Pecore in Pantaloni e il Sessismo nella Pubblicità Diesel

Altro giorno, un’altra boiata. Stavolta l’urlo al sessismo proviene dalla pagina “un altro genere di rispetto” (che, sotto molti aspetti, potrebbe benissimo essere definita “un altro genere di psicosi”). In questo dibattito, l'irriverente accostamento di idee vegane e misandriche trasforma anche il gesto apparentemente innocuo di “mettere i pantaloni alle pecore” in un’attesa critica caricaturale. Ma cosa implica veramente questa retorica e in che modo viene strumentalizzata nella campagna pubblicitaria Diesel?
Altro giorno, un’altra boiata. Stavolta l’urlo al sessismo proviene dalla pagina “un altro genere di rispetto” (che, sotto molti aspetti, potrebbe benissimo essere definita “un altro genere di psicosi”). In questo dibattito, l'irriverente accostamento di idee vegane e misandriche trasforma anche il gesto apparentemente innocuo di “mettere i pantaloni alle pecore” in un’attesa critica caricaturale. Ma cosa implica veramente questa retorica e in che modo viene strumentalizzata nella campagna pubblicitaria Diesel?
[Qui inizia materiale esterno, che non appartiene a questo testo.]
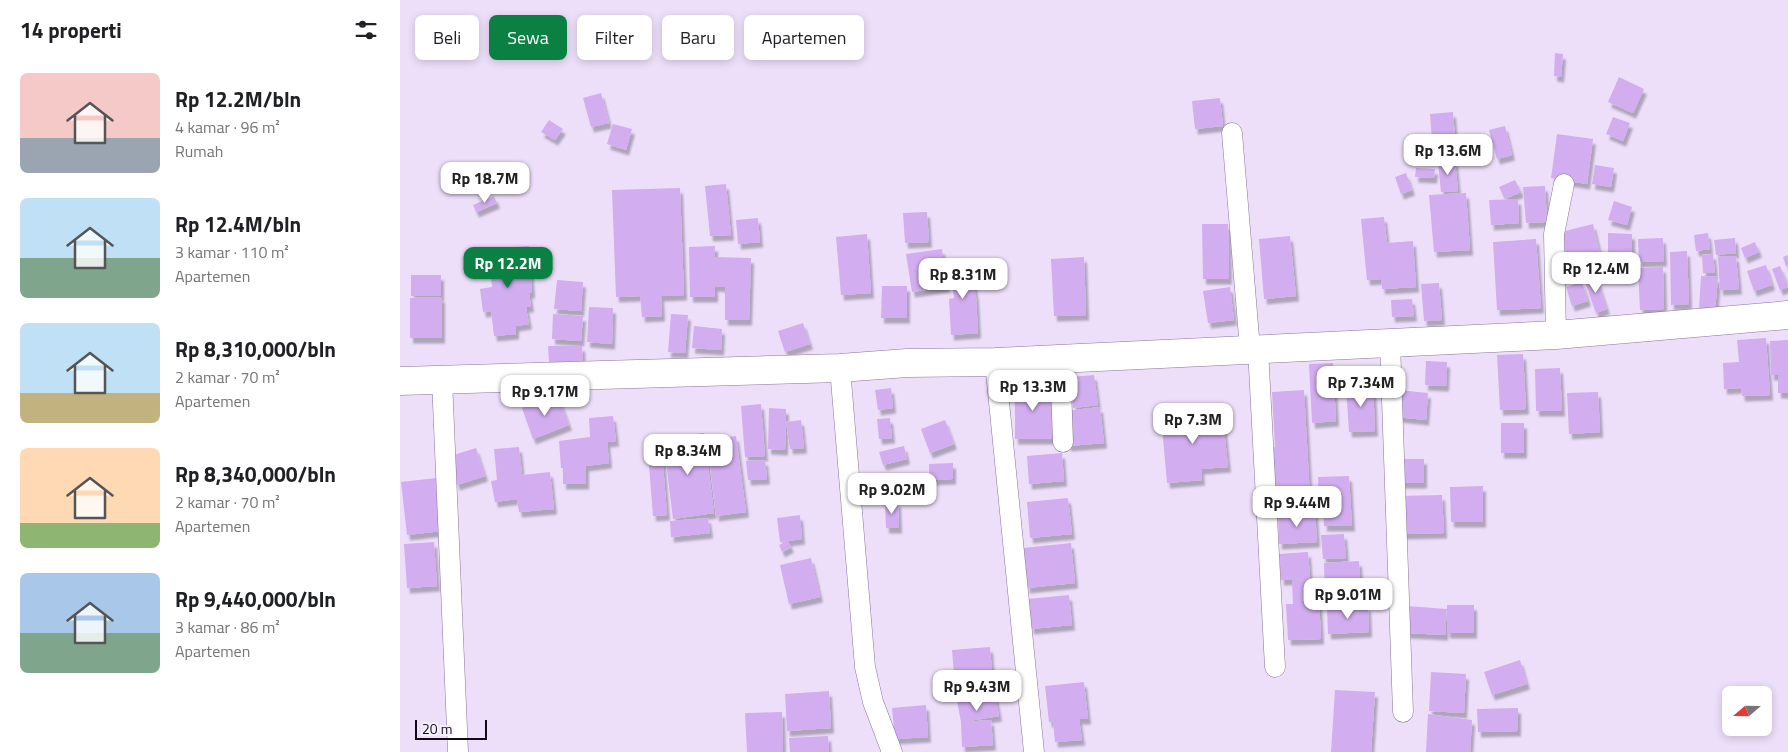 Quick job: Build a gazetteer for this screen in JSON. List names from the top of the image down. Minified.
{"scale_bar":"20 m","north":"left","page":{"heading":"14 properti","chip":["Beli","Sewa","Filter","Baru","Apartemen"],"list":[{"name":"Rp 12.2M/bln","note":"4 kamar · 96 m² · Rumah"},{"name":"Rp 12.4M/bln","note":"3 kamar · 110 m² · Apartemen"},{"name":"Rp 8,310,000/bln","note":"2 kamar · 70 m² · Apartemen"},{"name":"Rp 8,340,000/bln","note":"2 kamar · 70 m² · Apartemen"},{"name":"Rp 9,440,000/bln","note":"3 kamar · 86 m² · Apartemen"}],"price":["Rp 13.6M","Rp 18.7M","Rp 12.2M","Rp 12.4M","Rp 8.31M","Rp 7.34M","Rp 13.3M","Rp 9.17M","Rp 7.3M","Rp 8.34M","Rp 9.02M","Rp 9.44M","Rp 9.01M","Rp 9.43M"],"scale":"20 m"}}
Fandonie Vegane e Accenti Misandrici

Il nucleo del discorso critico si alimenta di una miscela di fandonie vegane e affermazioni misandriche. In un tono che sembra voler prevenire ogni possibile accusa, alcuni commentatori si dichiarano all’altezza esprimendo il loro pensiero “senza offendere”, ma le loro parole tradiscono ironia e retorica esasperata. L’idea di associare inevitabilmente la sofferenza animale al concetto di violenza umana – come nel famoso equivoco che “non esiste lana senza violenza, come non esiste pelle senza violenza” – evidenzia una visione eccessivamente distorta e sensazionalista.



Il Discorso Sensazionalista: Analisi dei Dettagli

Il fulcro dell’argomentazione, che porta a leggere significati sessisti anche in dettagli apparentemente insignificanti, emerge da frasi come:

  • “Il manichino indossa dei jeans aderenti ed un giubbotto di pelle.”

  • “Il sedere, così come gli organi genitali, negli animali è sempre esposto …”

Queste affermazioni non solo stravolgono ogni logica di base, ma spingono il discorso verso un’estremizzazione retorica in cui ogni minimo elemento diventa il simbolo di un richiamo sessuale, cadendo in un’eccessiva iperbole. Se un jeans attillato può essere interpretato come emblematico di seduzione, a chi si dovrebbe veramente occuparsi di un’immagine pubblicitaria che coinvolge una pecora? La trasformazione dell’immagine in pretesto ad una lotta ideologica appare più una manipolazione retorica che un’attenta analisi critica.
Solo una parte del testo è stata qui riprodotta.